66. Le Comité recommande à l’État partie de prendre systématiquement en compte les droits des personnes handicapées dans l’élaboration, l’application et le suivi de ses programmes de coopération internationale, ainsi que dans l’exécution du Programme de développement durable à l’horizon 2030, à tous les niveaux, en étroite consultation avec les personnes handicapées et avec leur collaboration active, par l’intermédiaire des organisations qui les représentent.

Application et suivi au niveau national (art. 33)

67.Le Comité constate avec préoccupation :

a)Qu’il n’existe pas de mécanisme de suivi conforme aux Principes concernant le statut des institutions nationales pour la promotion et la protection des droits de l’homme (Principes de Paris) ;

b)Que l’État partie a indiqué que le mécanisme de suivi de l’application de la Convention était la Fédération andorrane des associations de personnes handicapées ;

c)Que les personnes handicapées ne sont pas suffisamment associées, par l’intermédiaire des organisations qui les représentent, à la mise en œuvre de la Convention et au suivi de son application.

68. Le Comité, tenant compte de ses lignes directrices sur les cadres indépendants de surveillance et leur participation à ses travaux , recommande à l’État partie :

a) De créer une institution nationale des droits de l’homme conforme aux principes de Paris et de veiller à ce qu’elle dispose de ressources humaines, techniques et financières suffisantes pour s’acquitter de son mandat, y compris le suivi de l’application de la Convention  ;

b) De s’employer à faire connaître la différence entre le rôle de la Fédération andorrane des associations de personnes handicapées et celui du mécanisme de suivi indépendant conforme à la Convention  ;

c) De faire en sorte que les personnes handicapées, notamment les femmes et les enfants handicapés, soient effectivement associées et participent pleinement, par l’intermédiaire des organisations qui les représentent, au suivi de l’application de la Convention.

IV.Suivi

Diffusion de l’information

69. Le Comité souligne l’importance de toutes les recommandations qui figurent dans les présentes observations finales. Concernant les mesures à prendre d’urgence, il souhaite appeler l’attention de l’État partie sur les recommandations figurant aux paragraphes 26 (reconnaissance de la personnalité juridique dans des conditions d’égalité), 58 (niveau de vie adéquat et protection sociale) et 68 (application et suivi au niveau national).
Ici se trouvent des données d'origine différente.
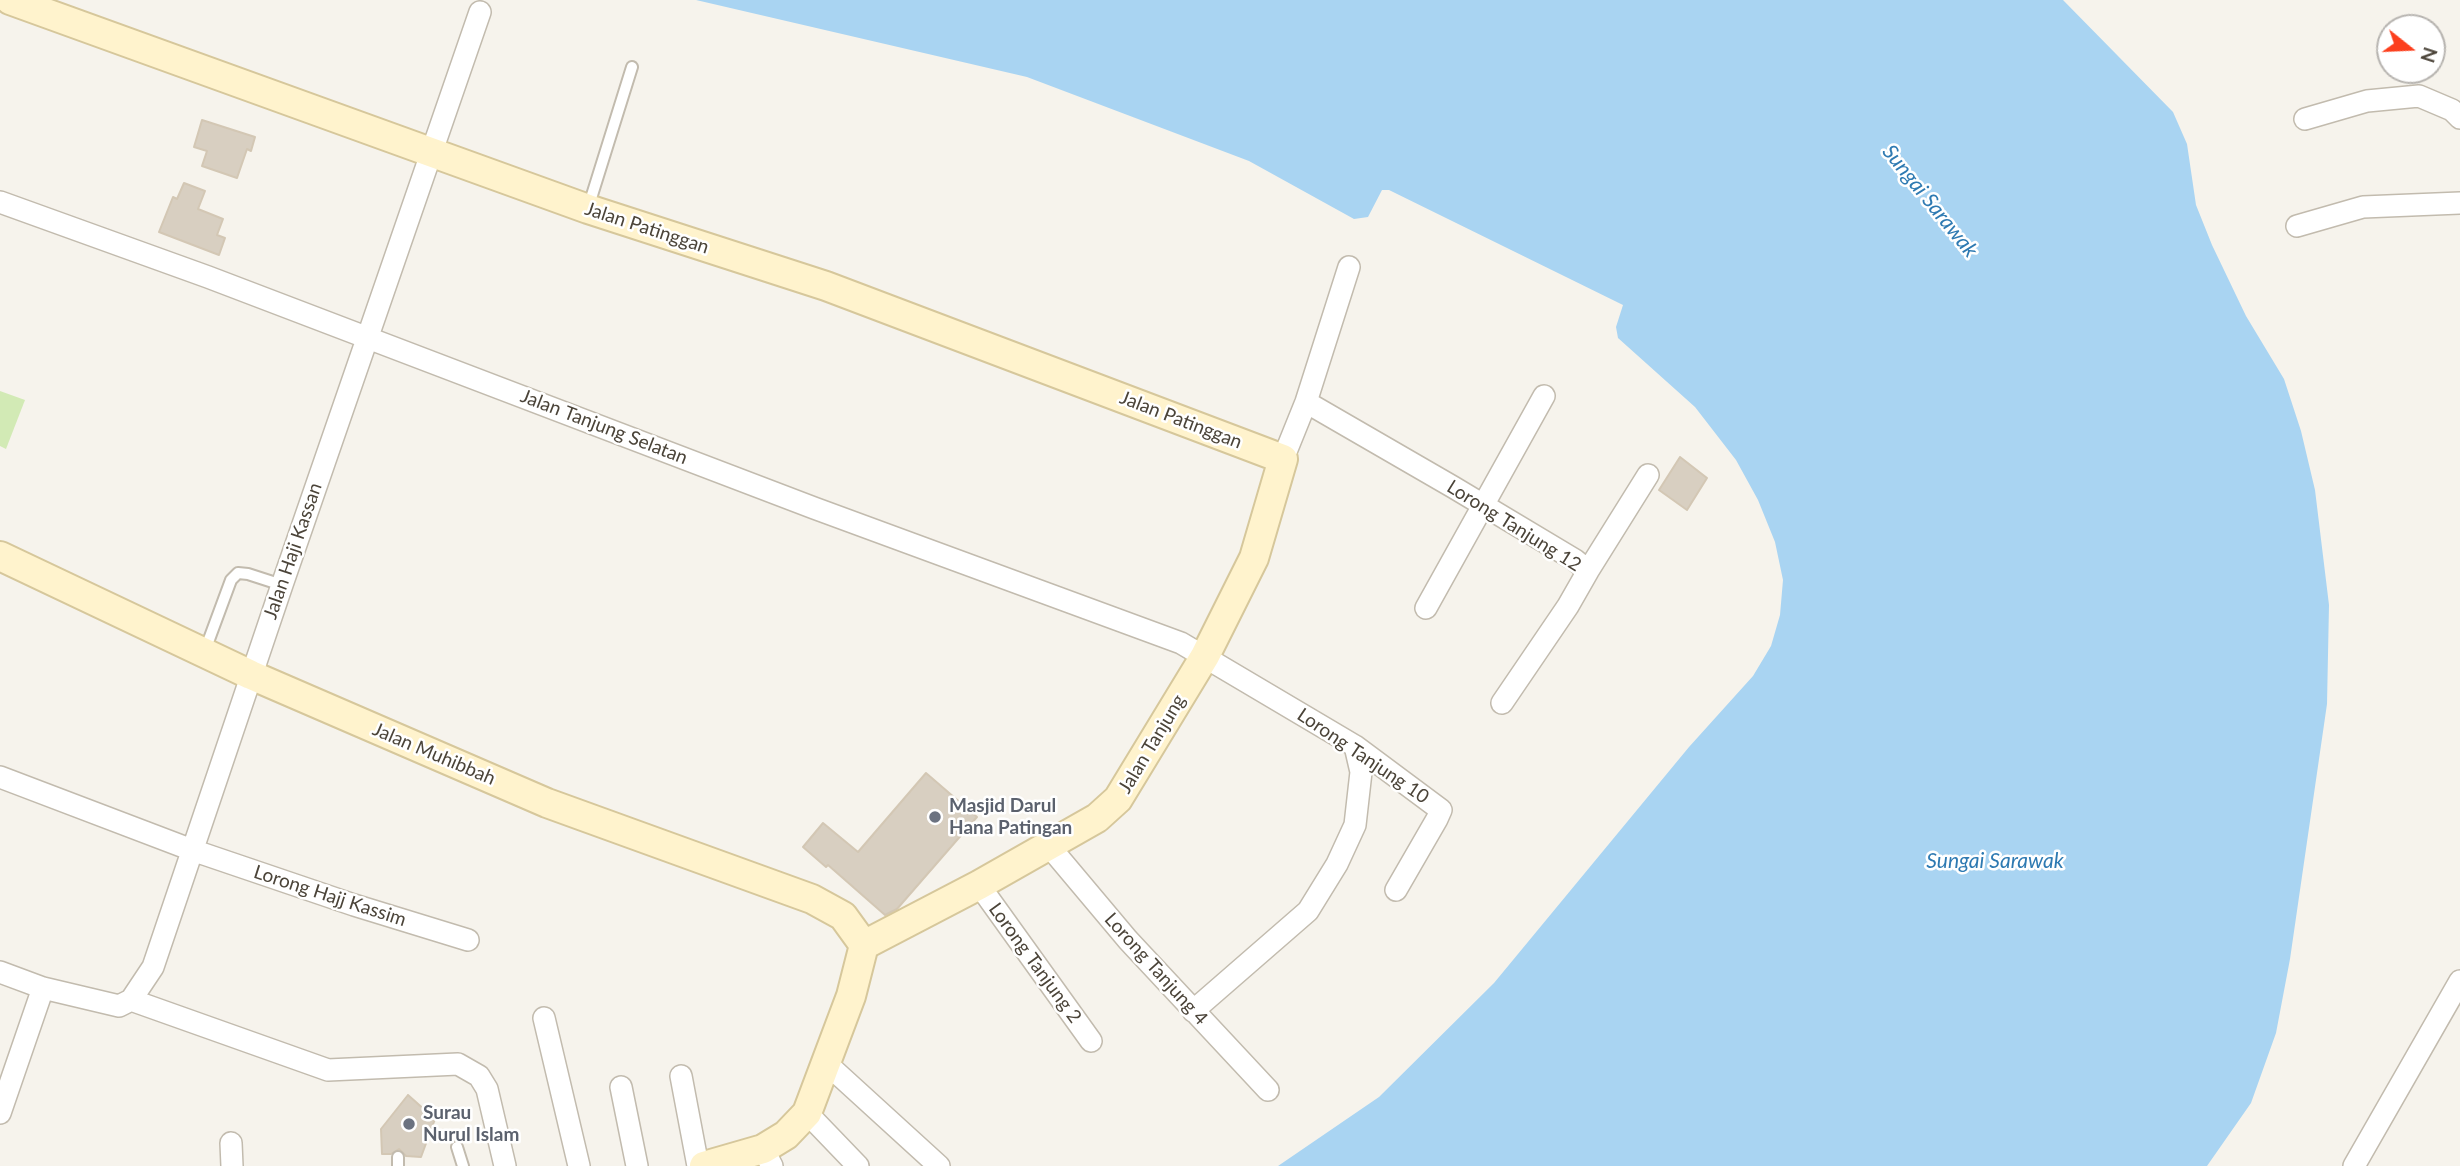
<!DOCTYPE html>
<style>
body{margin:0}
#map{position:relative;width:2460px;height:1166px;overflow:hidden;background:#f6f3ec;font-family:Lato,sans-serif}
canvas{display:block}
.north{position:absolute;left:2376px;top:14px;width:70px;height:70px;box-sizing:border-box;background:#fff;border:2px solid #b7b4b0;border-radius:50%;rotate:108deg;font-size:19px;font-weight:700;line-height:28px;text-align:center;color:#4b4439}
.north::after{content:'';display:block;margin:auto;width:24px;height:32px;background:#fc3f1d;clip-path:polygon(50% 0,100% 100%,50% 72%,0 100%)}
</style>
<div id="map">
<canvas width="2460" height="1166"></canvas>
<div class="north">N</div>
</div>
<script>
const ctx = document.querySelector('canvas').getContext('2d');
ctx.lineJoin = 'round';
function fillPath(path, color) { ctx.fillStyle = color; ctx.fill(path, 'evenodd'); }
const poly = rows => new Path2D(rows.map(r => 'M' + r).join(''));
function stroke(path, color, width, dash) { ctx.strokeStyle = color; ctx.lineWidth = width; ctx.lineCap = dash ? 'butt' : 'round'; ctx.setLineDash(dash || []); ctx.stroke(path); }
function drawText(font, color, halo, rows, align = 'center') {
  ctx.font = font + ' Lato,sans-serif'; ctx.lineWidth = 5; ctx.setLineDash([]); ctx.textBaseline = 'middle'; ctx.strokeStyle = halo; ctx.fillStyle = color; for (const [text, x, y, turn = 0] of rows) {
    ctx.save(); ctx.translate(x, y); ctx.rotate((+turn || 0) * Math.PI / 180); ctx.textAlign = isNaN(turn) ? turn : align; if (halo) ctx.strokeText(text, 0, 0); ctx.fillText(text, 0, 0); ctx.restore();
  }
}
fillPath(poly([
 [0,391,25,400,6,449,0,446]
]), '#d2eab5');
fillPath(poly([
 [696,0,2063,0,2173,112,2187,144,2196,205,2212,245,2246,316,2284,379,2301,431,2315,490,2329,605,2327,704,2290,959,2276,1033,2251,1103,2207,1166,1278,1166,1379,1097,1494,983,1689,747,1753,676,1771,646,1780,615,1783,580,1775,542,1758,500,1736,460,1695,407,1618,338,1616,327,1623,305,1389,190,1382,190,1368,217,1354,219,1249,161,1027,77]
]), '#a9d4f2');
const building = poly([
 [202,120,255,137,251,151,247,149,237,178,202,166,207,151,194,147,202,120],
 [184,183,205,191,198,209,223,219,217,235,225,238,219,255,159,232,173,197,177,199,184,183],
 [1680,457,1707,478,1687,510,1659,490,1680,457],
 [926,773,977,817,897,909,885,915,828,865,826,867,803,847,823,823,858,852,926,773],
 [408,1095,435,1119,421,1157,406,1156,399,1149,391,1154,382,1154,381,1129,408,1095]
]);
fillPath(building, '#d8cfc1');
stroke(building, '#d3c7b4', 2);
const lane = poly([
 [588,208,632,67],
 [204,653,231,580,238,573,248,574,282,585],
 [457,1147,463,1166],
 [398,1157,398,1166]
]);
const street = poly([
 [2305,119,2367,101,2419,96,2452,110,2460,118],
 [0,202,208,277,814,508,1181,643,1355,746,1441,810,1437,819,1396,890],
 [2297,226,2363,207,2460,203],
 [1306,402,1453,487,1575,560,1588,571,1568,606,1502,703],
 [1283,459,1306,402,1349,267],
 [1588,571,1648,475],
 [1426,608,1544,396],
 [0,777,192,850,354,905,468,940],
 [1049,846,1128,940,1268,1090],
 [979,885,1091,1041],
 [0,972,43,988,119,1006,131,1000,153,967,282,585,480,12],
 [131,1000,328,1070,458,1064,479,1076,487,1089,505,1166],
 [1193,1011,1308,911,1337,864,1355,825,1361,772,1355,746],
 [544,1018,579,1166],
 [826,1063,939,1166],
 [681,1076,698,1166],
 [621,1087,637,1166],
 [0,1113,43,988],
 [807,1113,858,1166],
 [231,1143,232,1166],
 [763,1149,772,1166],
 [2354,1166,2460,981]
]);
const secondary = poly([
 [10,0,588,209,826,286,1283,459,1254,558,1205,656,1118,799,1097,818,979,885,864,945],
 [0,556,251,675,547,803,812,899,843,916,864,945],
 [704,1166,763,1149,786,1135,807,1113,851,996,864,945]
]);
stroke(lane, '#c2bbae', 14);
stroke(street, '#c2bbae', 24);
stroke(secondary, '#d6c79b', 32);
stroke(lane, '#fff', 10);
stroke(street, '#fff', 21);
stroke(secondary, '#fff3cd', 28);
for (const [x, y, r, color] of [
 [935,817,7,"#6b7280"],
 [409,1124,7,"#6b7280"]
]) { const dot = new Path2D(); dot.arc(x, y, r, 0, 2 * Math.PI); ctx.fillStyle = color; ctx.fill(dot); stroke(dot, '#fff', 2.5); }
drawText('19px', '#4b4439', '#fff', [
 ["Jalan Patinggan",647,228,18],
 ["Jalan Patinggan",1181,420,21],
 ["Jalan Tanjung Selatan",604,427,21],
 ["Lorong Tanjung 12",1514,526,32],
 ["Jalan Haji Kassan",293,551,-71],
 ["Jalan Tanjung",1152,744,-59],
 ["Jalan Muhibbah",434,754,23],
 ["Lorong Tanjung 10",1363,756,34],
 ["Lorong Hajj Kassim",330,896,18],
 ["Lorong Tanjung 2",1035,963,54],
 ["Lorong Tanjung 4",1156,969,48]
]);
drawText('bold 19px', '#5b616d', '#fff', [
 ["Masjid Darul",949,806],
 ["Hana Patingan",949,828],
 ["Surau",423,1113],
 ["Nurul Islam",423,1135]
], 'left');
drawText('italic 21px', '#2e7ab2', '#fff', [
 ["Sungai Sarawak",1930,201,51],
 ["Sungai Sarawak",1995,861]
]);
</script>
70. Le Comité demande à l’État partie de mettre en œuvre les recommandations figurant dans les présentes observations finales. Il lui recommande de transmettre les présentes observations finales, pour examen et suite à donner, aux membres du Gouvernement et du Parlement, aux responsables des différents ministères et aux membres du système judiciaire, des conseils paroissiaux et des professions concernées, tels les professionnels de l’éducation, de la santé et du droit, ainsi qu’aux médias , en utilisant pour ce faire les stratégies de communication sociale modernes.

71. Le Comité encourage vivement l’État partie à associer les organisations de la société civile, en particulier les organisations de personnes handicapées, à l’élaboration de ses rapports périodiques.

72. Le Comité prie l’État partie de diffuser largement les présentes observations finales, notamment auprès des organisations non gouvernementales et des organisations de personnes handicapées, ainsi qu’auprès des personnes handicapées elles-mêmes et de leurs proches, dans les langues nationales et minoritaires, notamment en langue des signes, et sous des formes accessibles telles que le langage FALC. Il lui demande aussi de les diffuser sur le site Web public consacré aux droits de l’homme.

Prochain rapport périodique

73.Le Comité prie l’État partie de lui soumettre son rapport valant deuxième à cinquième rapports périodiques le 11 avril 2032 au plus tard et d’y faire figurer des renseignements sur la suite qu’il aura donnée aux recommandations figurant dans les présentes observations finales. Il invite également l’État partie à envisager de soumettre ce rapport en suivant la procédure simplifiée, dans le cadre de laquelle il établit une liste de points au moins un an avant la date prévue pour la soumission du rapport et l’État partie y apporte des réponses qui constituent son rapport périodique.